## PROBLEM DESCRIPTION
Going down the listing below, print exactly each line from the one with "Annotation task. Dump" up to and including the one with "Read this map", and skip the rest.

## MATERIAL FOR THIS TASK
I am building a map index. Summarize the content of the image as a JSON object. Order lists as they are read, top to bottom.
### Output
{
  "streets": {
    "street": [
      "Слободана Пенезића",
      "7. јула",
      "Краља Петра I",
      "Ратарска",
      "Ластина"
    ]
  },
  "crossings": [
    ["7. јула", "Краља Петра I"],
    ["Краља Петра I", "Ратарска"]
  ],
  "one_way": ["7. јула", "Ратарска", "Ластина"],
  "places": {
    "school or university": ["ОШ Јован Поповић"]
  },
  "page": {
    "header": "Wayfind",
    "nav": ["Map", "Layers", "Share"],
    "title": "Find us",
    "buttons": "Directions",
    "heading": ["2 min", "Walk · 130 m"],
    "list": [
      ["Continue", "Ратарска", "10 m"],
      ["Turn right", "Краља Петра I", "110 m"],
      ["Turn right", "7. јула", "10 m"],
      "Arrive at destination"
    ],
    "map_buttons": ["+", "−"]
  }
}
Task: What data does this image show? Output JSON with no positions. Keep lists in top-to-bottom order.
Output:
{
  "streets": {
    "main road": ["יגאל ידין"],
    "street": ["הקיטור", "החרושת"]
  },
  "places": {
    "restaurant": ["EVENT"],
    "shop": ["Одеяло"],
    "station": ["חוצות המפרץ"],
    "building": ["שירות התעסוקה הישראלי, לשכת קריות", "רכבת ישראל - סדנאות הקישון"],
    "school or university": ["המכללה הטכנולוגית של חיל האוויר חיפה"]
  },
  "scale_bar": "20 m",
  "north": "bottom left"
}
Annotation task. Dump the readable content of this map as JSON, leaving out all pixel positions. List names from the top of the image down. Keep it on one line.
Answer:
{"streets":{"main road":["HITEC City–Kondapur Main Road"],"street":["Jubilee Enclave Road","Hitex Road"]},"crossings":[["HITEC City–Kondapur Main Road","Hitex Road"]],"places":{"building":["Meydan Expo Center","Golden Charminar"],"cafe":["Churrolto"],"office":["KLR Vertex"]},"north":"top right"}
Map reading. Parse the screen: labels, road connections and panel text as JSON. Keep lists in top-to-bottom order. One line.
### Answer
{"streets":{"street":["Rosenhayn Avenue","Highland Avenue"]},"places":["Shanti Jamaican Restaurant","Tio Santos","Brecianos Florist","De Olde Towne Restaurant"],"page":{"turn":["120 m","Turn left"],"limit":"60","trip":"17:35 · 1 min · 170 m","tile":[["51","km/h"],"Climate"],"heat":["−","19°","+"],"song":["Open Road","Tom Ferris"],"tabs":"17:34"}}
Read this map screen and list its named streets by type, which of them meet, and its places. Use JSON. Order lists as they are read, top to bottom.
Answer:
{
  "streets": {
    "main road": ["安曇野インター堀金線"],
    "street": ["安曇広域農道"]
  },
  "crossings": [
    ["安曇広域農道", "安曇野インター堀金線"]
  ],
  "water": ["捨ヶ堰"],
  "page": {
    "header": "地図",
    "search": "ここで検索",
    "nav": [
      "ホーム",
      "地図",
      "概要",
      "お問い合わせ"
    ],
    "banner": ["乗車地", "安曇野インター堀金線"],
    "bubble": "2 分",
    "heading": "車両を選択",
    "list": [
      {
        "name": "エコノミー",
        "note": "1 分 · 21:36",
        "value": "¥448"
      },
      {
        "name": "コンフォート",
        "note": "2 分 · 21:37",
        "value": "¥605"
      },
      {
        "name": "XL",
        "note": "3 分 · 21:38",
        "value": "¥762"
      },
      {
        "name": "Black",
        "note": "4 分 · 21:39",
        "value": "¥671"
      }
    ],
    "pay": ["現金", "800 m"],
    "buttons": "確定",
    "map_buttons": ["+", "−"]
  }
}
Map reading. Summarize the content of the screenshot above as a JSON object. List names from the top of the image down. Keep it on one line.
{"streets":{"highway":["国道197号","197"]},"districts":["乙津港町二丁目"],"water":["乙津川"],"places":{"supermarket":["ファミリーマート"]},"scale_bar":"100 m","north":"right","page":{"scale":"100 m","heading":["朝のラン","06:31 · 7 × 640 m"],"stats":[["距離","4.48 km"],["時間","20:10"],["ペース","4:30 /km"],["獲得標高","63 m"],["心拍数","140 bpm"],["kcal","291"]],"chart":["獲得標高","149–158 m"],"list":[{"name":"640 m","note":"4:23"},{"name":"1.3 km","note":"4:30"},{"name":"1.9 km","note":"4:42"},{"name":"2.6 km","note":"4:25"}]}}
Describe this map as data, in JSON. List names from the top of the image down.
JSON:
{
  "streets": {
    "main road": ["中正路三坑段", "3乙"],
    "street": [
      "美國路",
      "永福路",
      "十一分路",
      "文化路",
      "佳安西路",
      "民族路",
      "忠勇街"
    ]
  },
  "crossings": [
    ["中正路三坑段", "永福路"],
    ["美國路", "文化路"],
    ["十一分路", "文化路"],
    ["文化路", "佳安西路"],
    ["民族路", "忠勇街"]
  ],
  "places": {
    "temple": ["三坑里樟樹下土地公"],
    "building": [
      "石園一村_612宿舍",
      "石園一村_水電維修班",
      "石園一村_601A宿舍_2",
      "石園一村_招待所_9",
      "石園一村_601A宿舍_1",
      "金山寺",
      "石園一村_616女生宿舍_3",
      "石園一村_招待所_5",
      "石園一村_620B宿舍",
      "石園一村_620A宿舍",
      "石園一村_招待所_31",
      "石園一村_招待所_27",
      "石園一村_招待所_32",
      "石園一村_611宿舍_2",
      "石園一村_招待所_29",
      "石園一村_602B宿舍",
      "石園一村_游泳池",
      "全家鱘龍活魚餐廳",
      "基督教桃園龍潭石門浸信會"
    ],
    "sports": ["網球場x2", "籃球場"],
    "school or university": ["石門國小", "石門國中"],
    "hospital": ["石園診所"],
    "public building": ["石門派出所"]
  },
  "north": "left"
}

## EXERCISE RESULT
Annotation task. Dump the readable content of this map as JSON, leaving out all pixel positions. List names from the top of the image down. Keep it on one line.
Answer:
{"streets":{"main road":["HITEC City–Kondapur Main Road"],"street":["Jubilee Enclave Road","Hitex Road"]},"crossings":[["HITEC City–Kondapur Main Road","Hitex Road"]],"places":{"building":["Meydan Expo Center","Golden Charminar"],"cafe":["Churrolto"],"office":["KLR Vertex"]},"north":"top right"}
Map reading. Parse the screen: labels, road connections and panel text as JSON. Keep lists in top-to-bottom order. One line.
### Answer
{"streets":{"street":["Rosenhayn Avenue","Highland Avenue"]},"places":["Shanti Jamaican Restaurant","Tio Santos","Brecianos Florist","De Olde Towne Restaurant"],"page":{"turn":["120 m","Turn left"],"limit":"60","trip":"17:35 · 1 min · 170 m","tile":[["51","km/h"],"Climate"],"heat":["−","19°","+"],"song":["Open Road","Tom Ferris"],"tabs":"17:34"}}
Read this map screen and list its named streets by type, which of them meet, and its places. Use JSON. Order lists as they are read, top to bottom.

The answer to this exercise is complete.